The Commerce Downtown Development Authority is solidly in favor of the city banning through trucks on Broad and Elm streets.
Meeting on Wednesday, Oct. 23, the DDA endorsed the concept being floated by the city council to force 18-wheelers to use the U.S. 441 bypass to get around the downtown. Local deliveries or pickups by the big rigs would still be allowed.
City manager Pete Pyrzenski asked the DDA for its view on a proposal that would have the city take over operation and maintenance of Hwy. 98, which would also give it the authority to prohibit through trucks.
Member Johnny Eubanks, who also represents Ward 5 on the city council, spoke of a Facebook comment from an individual who “could not come downtown and shop because this person was afraid of (when backing out of parking spaces) trucks.” Eubanks also noted the smell from the chicken trucks and then pointed out the availability of the bypass.
Members also expressed concerns over trucks that exceed the 25-mile-per-hour speed limit in the downtown and the challenge of backing out of the parking spaces along Broad and Elm streets.

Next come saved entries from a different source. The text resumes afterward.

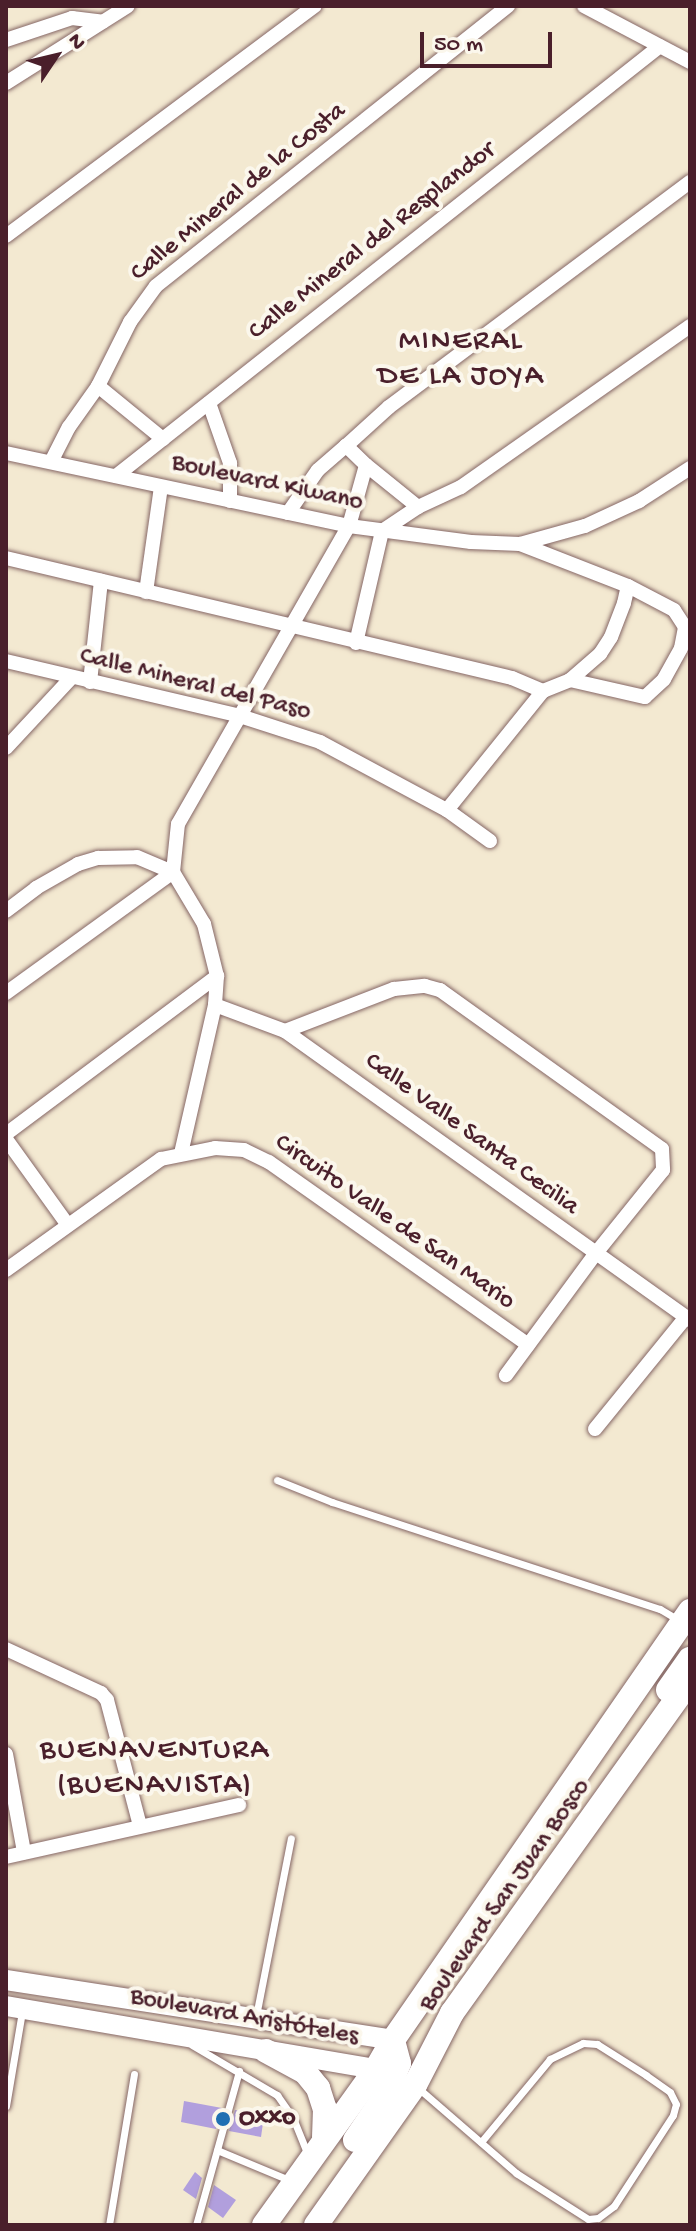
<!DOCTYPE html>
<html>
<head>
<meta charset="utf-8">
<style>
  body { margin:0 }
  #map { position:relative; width:696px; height:2231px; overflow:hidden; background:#f3e9d1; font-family:"Gochi Hand",sans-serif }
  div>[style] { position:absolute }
  .building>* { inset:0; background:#b19fdd }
  .roads { filter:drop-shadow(0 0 2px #856665) drop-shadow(0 0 2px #856665) }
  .lane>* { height:7px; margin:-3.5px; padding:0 3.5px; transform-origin:3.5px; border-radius:3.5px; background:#fff }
  .street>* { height:14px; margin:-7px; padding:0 7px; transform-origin:7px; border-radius:7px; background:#fff }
  .secondary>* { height:20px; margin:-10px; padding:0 10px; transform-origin:10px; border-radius:10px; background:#fff }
  .primary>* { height:24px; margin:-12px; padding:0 12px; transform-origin:12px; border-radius:12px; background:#fff }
  .dots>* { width:22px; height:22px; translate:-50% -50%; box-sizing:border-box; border:4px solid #fbf7ec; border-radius:50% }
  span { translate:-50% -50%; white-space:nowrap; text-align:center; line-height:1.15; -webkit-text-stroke:8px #fbf7ec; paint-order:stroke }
  .street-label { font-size:26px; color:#4a1f2b }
  .poi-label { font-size:26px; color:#4a1f2b; font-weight:700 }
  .left { translate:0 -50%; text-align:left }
  .quarter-label { font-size:30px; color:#4a1f2b; letter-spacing:2px }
  .frame { position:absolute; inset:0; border:8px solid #4a1f2b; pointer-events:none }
  .north { position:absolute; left:16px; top:16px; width:80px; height:80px; -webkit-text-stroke:6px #fbf7ec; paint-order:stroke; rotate:55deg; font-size:22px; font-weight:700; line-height:32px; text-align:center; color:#4a1f2b }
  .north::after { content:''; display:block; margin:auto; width:28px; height:36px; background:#4a1f2b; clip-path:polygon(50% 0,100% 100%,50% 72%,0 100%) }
  .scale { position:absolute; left:420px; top:32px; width:132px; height:36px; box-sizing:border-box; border:4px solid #4a1f2b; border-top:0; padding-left:10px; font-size:24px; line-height:28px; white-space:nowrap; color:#4a1f2b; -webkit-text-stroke:6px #fbf7ec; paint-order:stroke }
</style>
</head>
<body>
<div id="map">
  <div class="building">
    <i style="clip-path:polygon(184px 2101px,222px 2108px,216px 2129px,181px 2122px)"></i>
    <i style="clip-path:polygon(235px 2110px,264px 2116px,261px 2137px,229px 2131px)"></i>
    <i style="clip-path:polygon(195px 2172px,202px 2178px,196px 2199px,183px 2190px)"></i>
    <i style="clip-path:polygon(214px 2185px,236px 2200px,223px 2218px,208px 2207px)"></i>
  </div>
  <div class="roads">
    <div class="lane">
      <i style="left:277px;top:1480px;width:59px;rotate:21.8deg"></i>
      <i style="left:332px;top:1502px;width:345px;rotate:18.1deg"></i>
      <i style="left:660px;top:1609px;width:23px;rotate:31deg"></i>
      <i style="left:256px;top:2016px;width:181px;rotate:-78.9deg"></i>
      <i style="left:192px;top:2045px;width:99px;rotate:30.5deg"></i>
      <i style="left:277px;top:2095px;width:28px;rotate:55deg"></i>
      <i style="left:293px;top:2118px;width:40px;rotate:68deg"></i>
      <i style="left:418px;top:2088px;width:130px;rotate:40.9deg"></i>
      <i style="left:516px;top:2173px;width:85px;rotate:32.6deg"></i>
      <i style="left:588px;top:2219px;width:10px;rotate:-6deg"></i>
      <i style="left:598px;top:2218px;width:20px;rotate:-37deg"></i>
      <i style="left:614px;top:2206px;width:108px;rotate:-57deg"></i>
      <i style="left:673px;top:2115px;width:11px;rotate:-75deg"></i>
      <i style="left:676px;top:2104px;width:13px;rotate:-117deg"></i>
      <i style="left:670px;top:2092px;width:29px;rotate:-145deg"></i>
      <i style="left:646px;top:2075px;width:58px;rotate:-147.7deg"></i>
      <i style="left:597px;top:2044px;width:14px;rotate:-176deg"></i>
      <i style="left:583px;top:2043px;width:37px;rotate:154deg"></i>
      <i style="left:550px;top:2059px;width:108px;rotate:129.7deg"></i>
      <i style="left:6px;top:2106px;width:96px;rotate:-80.4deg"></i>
      <i style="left:217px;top:2150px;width:78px;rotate:22.6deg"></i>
      <i style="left:109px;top:2225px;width:153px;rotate:-80.6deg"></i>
      <i style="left:196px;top:2225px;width:160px;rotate:-74.4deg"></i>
    </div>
    <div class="street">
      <i style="left:584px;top:6px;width:120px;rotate:27.8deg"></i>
      <i style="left:6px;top:40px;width:70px;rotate:-18.4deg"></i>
      <i style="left:72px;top:18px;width:31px;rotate:7deg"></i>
      <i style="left:6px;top:83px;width:144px;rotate:-32.3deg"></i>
      <i style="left:6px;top:236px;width:385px;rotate:-36.7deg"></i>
      <i style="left:98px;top:386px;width:84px;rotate:39.2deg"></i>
      <i style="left:209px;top:403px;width:64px;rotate:70.7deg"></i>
      <i style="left:230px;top:463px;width:38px;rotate:90deg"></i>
      <i style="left:6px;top:453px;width:351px;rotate:12deg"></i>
      <i style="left:349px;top:526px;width:123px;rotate:7.5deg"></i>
      <i style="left:471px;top:542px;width:49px;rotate:2.3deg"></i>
      <i style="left:520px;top:544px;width:67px;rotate:-15.5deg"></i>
      <i style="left:585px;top:526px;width:60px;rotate:-24.8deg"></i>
      <i style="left:639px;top:501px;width:61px;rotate:-32.9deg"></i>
      <i style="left:52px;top:460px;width:37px;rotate:-63deg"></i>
      <i style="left:69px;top:427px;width:50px;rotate:-54.7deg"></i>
      <i style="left:98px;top:386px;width:72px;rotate:-63.4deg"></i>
      <i style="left:130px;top:322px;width:44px;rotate:-54.2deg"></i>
      <i style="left:156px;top:286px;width:450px;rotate:-38.5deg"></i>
      <i style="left:366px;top:465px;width:67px;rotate:38.9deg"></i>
      <i style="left:116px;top:476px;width:693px;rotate:-38.32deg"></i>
      <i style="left:288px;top:513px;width:52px;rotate:-55.1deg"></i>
      <i style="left:318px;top:470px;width:37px;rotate:-41deg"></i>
      <i style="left:6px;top:558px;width:520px;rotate:13.34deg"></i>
      <i style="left:512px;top:678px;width:34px;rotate:23deg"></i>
      <i style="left:146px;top:592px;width:106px;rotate:-81.9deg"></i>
      <i style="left:356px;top:643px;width:115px;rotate:-76.9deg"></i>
      <i style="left:382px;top:531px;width:43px;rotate:-33.7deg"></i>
      <i style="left:418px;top:507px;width:47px;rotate:-24.9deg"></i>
      <i style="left:461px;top:487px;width:280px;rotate:-35.1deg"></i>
      <i style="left:6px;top:661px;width:240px;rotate:13.2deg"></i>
      <i style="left:240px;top:716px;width:84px;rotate:18deg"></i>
      <i style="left:320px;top:742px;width:144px;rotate:28.2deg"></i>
      <i style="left:447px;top:810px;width:53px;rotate:35.8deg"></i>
      <i style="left:570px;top:680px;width:77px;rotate:12.8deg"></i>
      <i style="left:645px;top:697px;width:26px;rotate:-43deg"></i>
      <i style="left:664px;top:679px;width:35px;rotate:-61deg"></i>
      <i style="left:681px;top:648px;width:21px;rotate:-79deg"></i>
      <i style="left:685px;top:627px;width:20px;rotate:-123deg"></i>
      <i style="left:674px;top:610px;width:52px;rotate:-152.4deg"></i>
      <i style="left:90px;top:682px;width:102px;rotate:-83.8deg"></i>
      <i style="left:6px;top:748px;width:96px;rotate:-47.1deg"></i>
      <i style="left:447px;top:810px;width:153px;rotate:-51.1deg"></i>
      <i style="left:543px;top:691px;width:29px;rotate:-22deg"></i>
      <i style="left:570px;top:680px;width:40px;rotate:-41deg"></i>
      <i style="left:600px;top:654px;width:20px;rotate:-57deg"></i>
      <i style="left:611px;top:637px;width:36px;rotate:-69deg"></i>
      <i style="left:624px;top:603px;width:17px;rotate:-77deg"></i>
      <i style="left:628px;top:586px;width:116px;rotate:-158.7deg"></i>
      <i style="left:173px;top:872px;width:48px;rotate:-84.1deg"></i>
      <i style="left:178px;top:824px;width:344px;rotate:-60.2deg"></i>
      <i style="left:349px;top:526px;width:63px;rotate:-74.4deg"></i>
      <i style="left:366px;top:465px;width:28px;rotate:-136deg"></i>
      <i style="left:346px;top:446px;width:58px;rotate:-42.2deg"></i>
      <i style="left:389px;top:407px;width:376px;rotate:-36.8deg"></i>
      <i style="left:6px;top:911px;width:38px;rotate:-37deg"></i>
      <i style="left:36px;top:888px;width:48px;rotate:-29.7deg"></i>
      <i style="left:78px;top:864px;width:21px;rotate:-17deg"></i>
      <i style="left:98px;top:858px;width:39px;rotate:-1deg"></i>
      <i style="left:137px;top:857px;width:39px;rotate:23deg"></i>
      <i style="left:173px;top:872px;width:61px;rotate:59.2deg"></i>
      <i style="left:204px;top:924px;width:54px;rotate:76deg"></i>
      <i style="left:217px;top:976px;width:29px;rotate:94deg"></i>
      <i style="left:215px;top:1005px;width:152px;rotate:102.9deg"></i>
      <i style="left:6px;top:993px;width:206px;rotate:-35.9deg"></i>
      <i style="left:215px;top:1005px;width:75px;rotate:20.4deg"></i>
      <i style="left:285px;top:1031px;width:498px;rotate:35.5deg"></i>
      <i style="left:285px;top:1031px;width:117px;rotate:-21.1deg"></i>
      <i style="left:394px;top:989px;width:31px;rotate:-6deg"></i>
      <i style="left:425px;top:986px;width:16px;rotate:15deg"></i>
      <i style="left:440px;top:990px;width:273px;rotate:35.6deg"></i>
      <i style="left:662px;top:1149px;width:21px;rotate:87deg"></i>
      <i style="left:663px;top:1170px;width:107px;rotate:128.9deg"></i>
      <i style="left:596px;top:1253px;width:152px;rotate:126.4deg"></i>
      <i style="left:6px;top:1134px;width:264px;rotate:-36.8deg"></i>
      <i style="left:6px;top:1139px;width:105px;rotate:54.3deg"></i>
      <i style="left:6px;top:1270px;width:191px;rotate:-35.6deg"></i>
      <i style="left:161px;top:1159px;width:55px;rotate:-11.5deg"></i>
      <i style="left:215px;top:1148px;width:29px;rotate:4deg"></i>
      <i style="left:244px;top:1150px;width:28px;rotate:26deg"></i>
      <i style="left:269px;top:1162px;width:317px;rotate:35.2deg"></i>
      <i style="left:595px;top:1429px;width:144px;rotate:-50.9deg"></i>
      <i style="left:6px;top:1649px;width:105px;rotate:24.9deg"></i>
      <i style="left:101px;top:1693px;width:9px;rotate:49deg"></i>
      <i style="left:107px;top:1700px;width:130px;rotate:75.3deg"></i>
      <i style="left:6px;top:1754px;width:100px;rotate:79.6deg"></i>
      <i style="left:6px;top:1857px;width:239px;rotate:-12.6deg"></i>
    </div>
    <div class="secondary">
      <i style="left:6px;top:1980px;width:392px;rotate:8.8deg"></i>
      <i style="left:6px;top:2006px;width:375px;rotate:9.7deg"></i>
    </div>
    <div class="primary">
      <i style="left:668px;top:1690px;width:38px;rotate:-55deg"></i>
      <i style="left:266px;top:2051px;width:44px;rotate:28.3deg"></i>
      <i style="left:305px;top:2072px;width:21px;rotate:51deg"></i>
      <i style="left:318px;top:2088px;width:22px;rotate:72deg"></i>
      <i style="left:325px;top:2109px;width:28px;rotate:92deg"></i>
      <i style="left:355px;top:2140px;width:57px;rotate:-55.8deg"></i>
      <i style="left:387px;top:2093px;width:32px;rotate:-68deg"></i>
      <i style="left:399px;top:2063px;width:24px;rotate:-105deg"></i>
      <i style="left:264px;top:2225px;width:192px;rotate:-54.3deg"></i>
      <i style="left:376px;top:2069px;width:34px;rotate:-60deg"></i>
      <i style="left:393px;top:2040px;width:522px;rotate:-55.3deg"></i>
      <i style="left:316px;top:2225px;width:171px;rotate:-54.7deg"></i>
      <i style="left:415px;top:2085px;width:81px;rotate:-62.8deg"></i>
      <i style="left:452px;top:2013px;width:408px;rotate:-54.4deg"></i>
    </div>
  </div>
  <div class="dots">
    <i style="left:223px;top:2119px;background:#1f6fb2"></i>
  </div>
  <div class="street-label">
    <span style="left:239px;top:193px;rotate:-39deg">Calle Mineral de la Costa</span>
    <span style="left:373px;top:242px;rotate:-38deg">Calle Mineral del Resplandor</span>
    <span style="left:267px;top:484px;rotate:12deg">Boulevard Kiwano</span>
    <span style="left:195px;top:685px;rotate:14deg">Calle Mineral del Paso</span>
    <span style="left:471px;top:1135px;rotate:36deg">Calle Valle Santa Cecilia</span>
    <span style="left:394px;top:1223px;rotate:35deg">Circuito Valle de San Mario</span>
    <span style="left:506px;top:1896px;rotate:-55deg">Boulevard San Juan Bosco</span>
    <span style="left:244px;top:2018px;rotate:10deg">Boulevard Aristóteles</span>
  </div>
  <div class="poi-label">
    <span class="left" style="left:239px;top:2119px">Oxxo</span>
  </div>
  <div class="quarter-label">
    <span style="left:461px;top:360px">MINERAL<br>DE LA JOYA</span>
    <span style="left:155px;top:1769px">BUENAVENTURA<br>(BUENAVISTA)</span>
  </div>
  <div class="frame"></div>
  <div class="north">N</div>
  <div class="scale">50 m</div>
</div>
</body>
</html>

“To me, the big thing is the smell,” Bulls commented. She also suggested that the extra distance truckers would travel on the bypass would be mitigated by the reduction in traffic on the bypass.
Member Jim Davis suggested that better enforcement of the speed limit would help improve the situation.
“That’s the frustration,” Pyrzenski responded, complaining that the Commerce Police Department cannot regulate trucks except for “flagrant” violations. “We don’t have any regulatory grip on that,” he said.
“I’ve heard over and over again people are scared to back out,” commented member Claudine Smith, who also observed, “if the light is green at Jay’s (at Central Avenue), they’re going to beat that traffic light.”
Chairman Mark McCannon asked Pyrzenski to pass the DDA’s consensus along to the city council.